#### [ABOUT THIS TASK]
Output each line from the one that contains "<div><p>Pace</p><b>6:08<small> /km</small></b></div>" to the final line of the data below, exactly, and include nothing else.

Records from a collection

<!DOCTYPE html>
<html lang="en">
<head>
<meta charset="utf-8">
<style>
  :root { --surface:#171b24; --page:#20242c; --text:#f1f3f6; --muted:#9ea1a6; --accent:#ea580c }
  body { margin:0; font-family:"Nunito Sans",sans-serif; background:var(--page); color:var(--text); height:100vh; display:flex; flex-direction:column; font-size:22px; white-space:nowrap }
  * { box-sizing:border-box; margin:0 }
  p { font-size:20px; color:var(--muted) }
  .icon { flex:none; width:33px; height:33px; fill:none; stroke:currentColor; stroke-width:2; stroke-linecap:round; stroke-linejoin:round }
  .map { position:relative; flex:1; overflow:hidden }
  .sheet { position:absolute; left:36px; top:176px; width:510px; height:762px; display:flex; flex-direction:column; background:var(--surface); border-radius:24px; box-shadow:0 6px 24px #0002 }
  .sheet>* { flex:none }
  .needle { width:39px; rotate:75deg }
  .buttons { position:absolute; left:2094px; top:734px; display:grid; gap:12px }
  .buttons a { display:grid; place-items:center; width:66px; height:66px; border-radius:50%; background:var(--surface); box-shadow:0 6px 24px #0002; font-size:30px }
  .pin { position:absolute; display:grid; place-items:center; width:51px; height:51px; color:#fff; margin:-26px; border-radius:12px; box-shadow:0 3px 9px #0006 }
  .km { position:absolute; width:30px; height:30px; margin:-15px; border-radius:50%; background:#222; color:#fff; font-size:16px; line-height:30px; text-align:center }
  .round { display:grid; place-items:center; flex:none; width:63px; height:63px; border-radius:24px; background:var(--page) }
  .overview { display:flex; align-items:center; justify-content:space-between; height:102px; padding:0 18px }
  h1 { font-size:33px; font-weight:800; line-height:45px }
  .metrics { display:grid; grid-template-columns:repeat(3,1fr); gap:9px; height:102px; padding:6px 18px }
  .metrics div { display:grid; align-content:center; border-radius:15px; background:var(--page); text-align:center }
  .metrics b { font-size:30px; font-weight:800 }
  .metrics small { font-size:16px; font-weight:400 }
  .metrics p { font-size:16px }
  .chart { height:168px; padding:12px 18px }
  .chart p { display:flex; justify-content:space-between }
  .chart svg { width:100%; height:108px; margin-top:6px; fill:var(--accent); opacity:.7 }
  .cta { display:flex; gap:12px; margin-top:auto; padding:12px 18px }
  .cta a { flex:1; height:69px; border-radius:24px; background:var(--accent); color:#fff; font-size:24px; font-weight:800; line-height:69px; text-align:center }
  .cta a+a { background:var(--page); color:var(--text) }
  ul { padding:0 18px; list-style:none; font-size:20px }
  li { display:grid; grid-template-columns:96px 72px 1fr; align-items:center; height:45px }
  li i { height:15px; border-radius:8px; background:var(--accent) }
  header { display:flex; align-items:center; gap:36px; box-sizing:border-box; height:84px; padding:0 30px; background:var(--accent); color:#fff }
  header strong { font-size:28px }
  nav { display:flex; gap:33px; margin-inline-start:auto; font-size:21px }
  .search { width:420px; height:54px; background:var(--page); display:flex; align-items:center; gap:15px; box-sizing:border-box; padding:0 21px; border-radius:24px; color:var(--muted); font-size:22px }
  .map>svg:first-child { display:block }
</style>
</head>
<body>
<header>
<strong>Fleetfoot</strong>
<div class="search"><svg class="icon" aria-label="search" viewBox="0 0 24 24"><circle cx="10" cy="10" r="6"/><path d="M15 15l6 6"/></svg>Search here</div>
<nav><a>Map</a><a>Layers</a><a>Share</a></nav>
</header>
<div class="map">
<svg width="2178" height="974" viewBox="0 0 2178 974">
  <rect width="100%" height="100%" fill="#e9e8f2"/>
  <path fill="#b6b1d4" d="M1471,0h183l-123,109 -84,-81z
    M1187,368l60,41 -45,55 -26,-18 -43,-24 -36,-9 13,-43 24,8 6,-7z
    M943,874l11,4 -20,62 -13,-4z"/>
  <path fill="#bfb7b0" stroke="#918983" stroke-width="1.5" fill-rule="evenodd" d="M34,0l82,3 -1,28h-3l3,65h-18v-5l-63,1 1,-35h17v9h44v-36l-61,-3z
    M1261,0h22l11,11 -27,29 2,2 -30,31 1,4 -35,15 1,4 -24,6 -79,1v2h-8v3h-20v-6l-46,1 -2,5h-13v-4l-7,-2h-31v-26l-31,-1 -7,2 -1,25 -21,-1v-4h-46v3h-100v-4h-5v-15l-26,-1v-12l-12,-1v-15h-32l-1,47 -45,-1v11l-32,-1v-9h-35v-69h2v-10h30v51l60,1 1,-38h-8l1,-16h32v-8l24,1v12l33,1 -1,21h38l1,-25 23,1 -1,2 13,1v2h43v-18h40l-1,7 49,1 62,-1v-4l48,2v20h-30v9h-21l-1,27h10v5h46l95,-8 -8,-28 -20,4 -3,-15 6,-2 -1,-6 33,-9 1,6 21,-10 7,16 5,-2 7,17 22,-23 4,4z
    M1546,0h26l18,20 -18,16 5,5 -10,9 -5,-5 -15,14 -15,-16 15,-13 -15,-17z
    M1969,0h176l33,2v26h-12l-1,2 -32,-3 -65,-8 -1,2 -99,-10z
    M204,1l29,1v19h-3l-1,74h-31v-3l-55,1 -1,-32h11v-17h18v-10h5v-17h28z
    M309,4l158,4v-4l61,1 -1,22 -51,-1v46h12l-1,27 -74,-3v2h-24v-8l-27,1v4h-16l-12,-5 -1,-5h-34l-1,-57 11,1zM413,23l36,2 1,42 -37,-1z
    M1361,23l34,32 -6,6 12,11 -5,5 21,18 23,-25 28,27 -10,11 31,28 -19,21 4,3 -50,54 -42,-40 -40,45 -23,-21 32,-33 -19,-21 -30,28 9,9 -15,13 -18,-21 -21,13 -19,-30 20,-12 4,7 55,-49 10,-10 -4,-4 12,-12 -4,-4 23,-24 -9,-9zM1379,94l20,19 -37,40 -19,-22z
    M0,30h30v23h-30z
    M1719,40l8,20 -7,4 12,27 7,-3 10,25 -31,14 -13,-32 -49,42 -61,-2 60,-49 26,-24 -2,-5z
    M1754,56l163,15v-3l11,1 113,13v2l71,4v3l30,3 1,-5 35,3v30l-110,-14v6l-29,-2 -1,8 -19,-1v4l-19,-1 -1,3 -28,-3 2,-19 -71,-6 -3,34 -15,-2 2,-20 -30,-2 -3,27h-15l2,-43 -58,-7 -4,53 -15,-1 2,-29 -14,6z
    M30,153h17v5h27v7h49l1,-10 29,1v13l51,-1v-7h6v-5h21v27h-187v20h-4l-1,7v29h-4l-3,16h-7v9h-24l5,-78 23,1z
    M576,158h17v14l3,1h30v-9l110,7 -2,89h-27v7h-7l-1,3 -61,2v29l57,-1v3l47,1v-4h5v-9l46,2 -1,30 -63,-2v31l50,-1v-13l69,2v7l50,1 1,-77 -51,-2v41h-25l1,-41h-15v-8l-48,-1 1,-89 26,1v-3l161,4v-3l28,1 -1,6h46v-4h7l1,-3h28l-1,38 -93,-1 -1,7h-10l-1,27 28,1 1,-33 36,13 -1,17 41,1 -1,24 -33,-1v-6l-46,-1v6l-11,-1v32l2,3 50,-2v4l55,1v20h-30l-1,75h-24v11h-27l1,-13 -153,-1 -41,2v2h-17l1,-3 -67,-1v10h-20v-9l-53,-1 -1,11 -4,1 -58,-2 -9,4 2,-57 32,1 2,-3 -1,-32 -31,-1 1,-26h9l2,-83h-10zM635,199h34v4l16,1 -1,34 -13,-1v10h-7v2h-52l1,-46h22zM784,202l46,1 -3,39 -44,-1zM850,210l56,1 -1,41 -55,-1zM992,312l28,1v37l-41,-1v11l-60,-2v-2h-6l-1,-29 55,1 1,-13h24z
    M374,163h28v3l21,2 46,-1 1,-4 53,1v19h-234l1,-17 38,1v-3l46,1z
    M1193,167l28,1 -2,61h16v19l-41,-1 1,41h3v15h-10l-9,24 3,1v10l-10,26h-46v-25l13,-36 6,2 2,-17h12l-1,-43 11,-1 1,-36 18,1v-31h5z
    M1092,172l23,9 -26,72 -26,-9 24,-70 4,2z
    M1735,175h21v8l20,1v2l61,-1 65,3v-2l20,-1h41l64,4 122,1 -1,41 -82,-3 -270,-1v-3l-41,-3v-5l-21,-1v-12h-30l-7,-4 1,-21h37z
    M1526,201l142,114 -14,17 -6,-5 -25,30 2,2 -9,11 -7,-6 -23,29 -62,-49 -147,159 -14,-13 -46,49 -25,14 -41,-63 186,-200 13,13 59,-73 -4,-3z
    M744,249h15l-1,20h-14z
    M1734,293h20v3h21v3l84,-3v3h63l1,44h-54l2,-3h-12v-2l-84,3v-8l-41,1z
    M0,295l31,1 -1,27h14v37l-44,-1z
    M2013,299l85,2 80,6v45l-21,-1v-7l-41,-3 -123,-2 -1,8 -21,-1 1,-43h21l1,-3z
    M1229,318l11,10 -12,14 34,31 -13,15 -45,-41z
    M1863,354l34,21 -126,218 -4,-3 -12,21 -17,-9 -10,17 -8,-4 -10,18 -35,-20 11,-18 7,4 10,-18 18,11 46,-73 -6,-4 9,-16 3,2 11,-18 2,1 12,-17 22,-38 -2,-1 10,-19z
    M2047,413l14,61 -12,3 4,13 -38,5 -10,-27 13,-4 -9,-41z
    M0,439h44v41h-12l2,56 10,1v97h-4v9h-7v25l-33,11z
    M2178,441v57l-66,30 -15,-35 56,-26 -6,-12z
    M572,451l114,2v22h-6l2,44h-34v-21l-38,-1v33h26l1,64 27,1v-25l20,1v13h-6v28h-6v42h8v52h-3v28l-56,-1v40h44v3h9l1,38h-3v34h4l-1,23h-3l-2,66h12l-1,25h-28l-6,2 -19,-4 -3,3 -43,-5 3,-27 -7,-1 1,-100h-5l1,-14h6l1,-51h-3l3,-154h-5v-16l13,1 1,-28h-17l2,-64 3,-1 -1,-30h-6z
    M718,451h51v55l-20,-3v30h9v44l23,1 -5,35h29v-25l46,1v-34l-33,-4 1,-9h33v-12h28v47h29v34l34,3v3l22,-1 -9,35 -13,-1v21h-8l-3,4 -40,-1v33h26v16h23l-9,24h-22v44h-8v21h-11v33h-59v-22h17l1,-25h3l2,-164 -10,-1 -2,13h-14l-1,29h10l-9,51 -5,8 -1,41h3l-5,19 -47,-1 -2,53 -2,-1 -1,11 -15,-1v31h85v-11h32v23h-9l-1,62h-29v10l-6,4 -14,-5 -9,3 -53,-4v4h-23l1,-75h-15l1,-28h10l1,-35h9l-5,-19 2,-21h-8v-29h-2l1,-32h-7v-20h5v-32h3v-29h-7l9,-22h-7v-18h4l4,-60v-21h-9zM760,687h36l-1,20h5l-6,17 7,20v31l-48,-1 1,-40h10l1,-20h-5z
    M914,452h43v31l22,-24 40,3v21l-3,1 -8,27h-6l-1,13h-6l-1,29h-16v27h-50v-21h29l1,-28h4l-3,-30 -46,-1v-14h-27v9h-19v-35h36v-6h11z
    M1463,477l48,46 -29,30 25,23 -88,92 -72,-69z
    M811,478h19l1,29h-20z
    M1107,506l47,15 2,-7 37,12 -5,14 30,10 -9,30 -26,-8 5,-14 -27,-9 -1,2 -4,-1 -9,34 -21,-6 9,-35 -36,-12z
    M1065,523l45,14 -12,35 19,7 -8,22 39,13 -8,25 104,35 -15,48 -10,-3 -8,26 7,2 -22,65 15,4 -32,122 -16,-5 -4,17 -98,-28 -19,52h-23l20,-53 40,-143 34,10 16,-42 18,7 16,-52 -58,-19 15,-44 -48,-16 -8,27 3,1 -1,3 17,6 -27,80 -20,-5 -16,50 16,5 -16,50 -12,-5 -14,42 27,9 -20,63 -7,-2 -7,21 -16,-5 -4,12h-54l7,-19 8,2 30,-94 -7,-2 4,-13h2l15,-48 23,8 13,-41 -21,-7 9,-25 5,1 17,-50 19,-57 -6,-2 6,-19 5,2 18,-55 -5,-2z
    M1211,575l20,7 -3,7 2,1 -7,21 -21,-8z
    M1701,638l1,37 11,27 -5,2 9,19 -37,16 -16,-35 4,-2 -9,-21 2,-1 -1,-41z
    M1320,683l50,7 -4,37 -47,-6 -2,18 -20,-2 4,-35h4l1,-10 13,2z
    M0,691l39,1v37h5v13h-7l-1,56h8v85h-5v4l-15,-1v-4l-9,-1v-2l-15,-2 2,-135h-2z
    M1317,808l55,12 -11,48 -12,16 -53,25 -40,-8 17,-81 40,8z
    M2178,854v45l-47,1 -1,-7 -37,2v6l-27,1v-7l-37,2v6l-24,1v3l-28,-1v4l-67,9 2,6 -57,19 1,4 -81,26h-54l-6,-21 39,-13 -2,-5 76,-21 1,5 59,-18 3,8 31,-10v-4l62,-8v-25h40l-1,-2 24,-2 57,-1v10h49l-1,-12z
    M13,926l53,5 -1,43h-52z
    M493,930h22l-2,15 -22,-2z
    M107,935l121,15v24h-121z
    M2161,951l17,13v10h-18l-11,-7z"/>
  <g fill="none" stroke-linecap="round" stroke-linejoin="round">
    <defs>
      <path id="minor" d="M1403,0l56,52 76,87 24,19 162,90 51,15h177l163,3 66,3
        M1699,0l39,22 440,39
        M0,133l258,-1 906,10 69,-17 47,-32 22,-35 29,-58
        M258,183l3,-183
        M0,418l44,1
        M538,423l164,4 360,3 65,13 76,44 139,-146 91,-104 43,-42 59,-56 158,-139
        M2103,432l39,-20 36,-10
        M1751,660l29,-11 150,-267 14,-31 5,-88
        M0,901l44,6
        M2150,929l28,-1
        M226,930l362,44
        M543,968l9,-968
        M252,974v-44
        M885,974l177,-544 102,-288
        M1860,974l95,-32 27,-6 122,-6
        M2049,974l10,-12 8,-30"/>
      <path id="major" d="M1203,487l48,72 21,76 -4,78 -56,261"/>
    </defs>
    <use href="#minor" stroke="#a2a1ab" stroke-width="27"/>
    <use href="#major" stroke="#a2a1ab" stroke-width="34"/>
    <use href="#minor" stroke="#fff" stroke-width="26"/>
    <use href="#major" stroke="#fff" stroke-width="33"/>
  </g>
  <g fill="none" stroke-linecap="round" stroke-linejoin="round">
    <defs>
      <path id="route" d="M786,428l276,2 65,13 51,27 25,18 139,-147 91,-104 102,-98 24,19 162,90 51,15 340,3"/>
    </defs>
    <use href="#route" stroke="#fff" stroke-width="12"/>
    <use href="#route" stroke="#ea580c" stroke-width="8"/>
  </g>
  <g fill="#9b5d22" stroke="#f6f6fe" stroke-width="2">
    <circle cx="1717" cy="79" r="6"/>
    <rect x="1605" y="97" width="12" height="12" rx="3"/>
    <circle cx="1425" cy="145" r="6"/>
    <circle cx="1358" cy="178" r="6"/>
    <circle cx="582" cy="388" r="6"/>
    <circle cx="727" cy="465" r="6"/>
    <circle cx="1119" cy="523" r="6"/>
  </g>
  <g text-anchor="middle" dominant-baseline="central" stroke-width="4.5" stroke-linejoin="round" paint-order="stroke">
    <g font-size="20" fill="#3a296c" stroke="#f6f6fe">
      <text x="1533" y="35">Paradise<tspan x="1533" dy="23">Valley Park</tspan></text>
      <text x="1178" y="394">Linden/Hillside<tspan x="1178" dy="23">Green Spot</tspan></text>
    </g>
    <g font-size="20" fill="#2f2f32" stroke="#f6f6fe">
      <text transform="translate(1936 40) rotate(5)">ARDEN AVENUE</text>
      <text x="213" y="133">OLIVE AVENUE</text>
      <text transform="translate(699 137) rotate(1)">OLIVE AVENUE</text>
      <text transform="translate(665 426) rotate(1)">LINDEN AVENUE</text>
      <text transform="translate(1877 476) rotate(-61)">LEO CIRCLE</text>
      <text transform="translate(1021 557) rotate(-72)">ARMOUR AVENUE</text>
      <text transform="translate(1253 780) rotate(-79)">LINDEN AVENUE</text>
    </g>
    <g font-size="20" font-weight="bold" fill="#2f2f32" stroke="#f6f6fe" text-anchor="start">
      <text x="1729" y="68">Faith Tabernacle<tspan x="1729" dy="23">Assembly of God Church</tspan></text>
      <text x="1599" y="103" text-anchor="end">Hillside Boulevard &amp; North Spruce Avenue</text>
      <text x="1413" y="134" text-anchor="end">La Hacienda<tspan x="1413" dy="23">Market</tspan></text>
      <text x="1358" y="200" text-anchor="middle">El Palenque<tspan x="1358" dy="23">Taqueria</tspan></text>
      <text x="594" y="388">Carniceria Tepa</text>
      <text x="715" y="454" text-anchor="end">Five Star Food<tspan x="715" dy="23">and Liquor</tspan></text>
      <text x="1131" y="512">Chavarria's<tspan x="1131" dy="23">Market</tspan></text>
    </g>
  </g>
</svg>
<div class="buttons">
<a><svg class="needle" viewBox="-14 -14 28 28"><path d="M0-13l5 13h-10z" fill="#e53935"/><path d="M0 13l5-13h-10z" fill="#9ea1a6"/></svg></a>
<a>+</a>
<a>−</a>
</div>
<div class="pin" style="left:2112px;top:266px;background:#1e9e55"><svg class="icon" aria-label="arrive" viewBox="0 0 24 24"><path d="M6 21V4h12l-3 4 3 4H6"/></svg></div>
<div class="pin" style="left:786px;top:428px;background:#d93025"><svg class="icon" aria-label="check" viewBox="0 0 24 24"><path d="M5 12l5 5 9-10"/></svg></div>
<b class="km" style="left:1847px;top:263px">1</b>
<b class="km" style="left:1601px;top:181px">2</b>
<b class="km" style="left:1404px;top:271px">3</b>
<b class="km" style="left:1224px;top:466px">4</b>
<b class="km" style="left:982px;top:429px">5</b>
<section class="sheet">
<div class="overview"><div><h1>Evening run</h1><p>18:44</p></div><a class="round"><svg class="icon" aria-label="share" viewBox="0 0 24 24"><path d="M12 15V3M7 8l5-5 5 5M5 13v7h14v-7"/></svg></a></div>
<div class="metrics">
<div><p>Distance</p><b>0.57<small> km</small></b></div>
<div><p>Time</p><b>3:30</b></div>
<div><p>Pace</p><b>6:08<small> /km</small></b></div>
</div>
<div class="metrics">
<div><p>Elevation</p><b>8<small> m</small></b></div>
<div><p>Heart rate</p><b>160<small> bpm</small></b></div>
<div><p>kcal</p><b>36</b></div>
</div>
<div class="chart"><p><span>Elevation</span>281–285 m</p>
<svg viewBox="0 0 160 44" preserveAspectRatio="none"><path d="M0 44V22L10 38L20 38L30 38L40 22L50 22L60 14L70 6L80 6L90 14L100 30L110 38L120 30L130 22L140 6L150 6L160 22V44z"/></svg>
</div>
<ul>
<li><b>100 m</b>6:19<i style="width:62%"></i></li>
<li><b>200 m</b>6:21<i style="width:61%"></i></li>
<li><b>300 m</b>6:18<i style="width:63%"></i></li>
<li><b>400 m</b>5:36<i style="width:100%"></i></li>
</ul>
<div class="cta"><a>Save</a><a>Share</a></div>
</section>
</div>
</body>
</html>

#### [EXERCISE ANSWER]
<div><p>Pace</p><b>6:08<small> /km</small></b></div>
</div>
<div class="metrics">
<div><p>Elevation</p><b>8<small> m</small></b></div>
<div><p>Heart rate</p><b>160<small> bpm</small></b></div>
<div><p>kcal</p><b>36</b></div>
</div>
<div class="chart"><p><span>Elevation</span>281–285 m</p>
<svg viewBox="0 0 160 44" preserveAspectRatio="none"><path d="M0 44V22L10 38L20 38L30 38L40 22L50 22L60 14L70 6L80 6L90 14L100 30L110 38L120 30L130 22L140 6L150 6L160 22V44z"/></svg>
</div>
<ul>
<li><b>100 m</b>6:19<i style="width:62%"></i></li>
<li><b>200 m</b>6:21<i style="width:61%"></i></li>
<li><b>300 m</b>6:18<i style="width:63%"></i></li>
<li><b>400 m</b>5:36<i style="width:100%"></i></li>
</ul>
<div class="cta"><a>Save</a><a>Share</a></div>
</section>
</div>
</body>
</html>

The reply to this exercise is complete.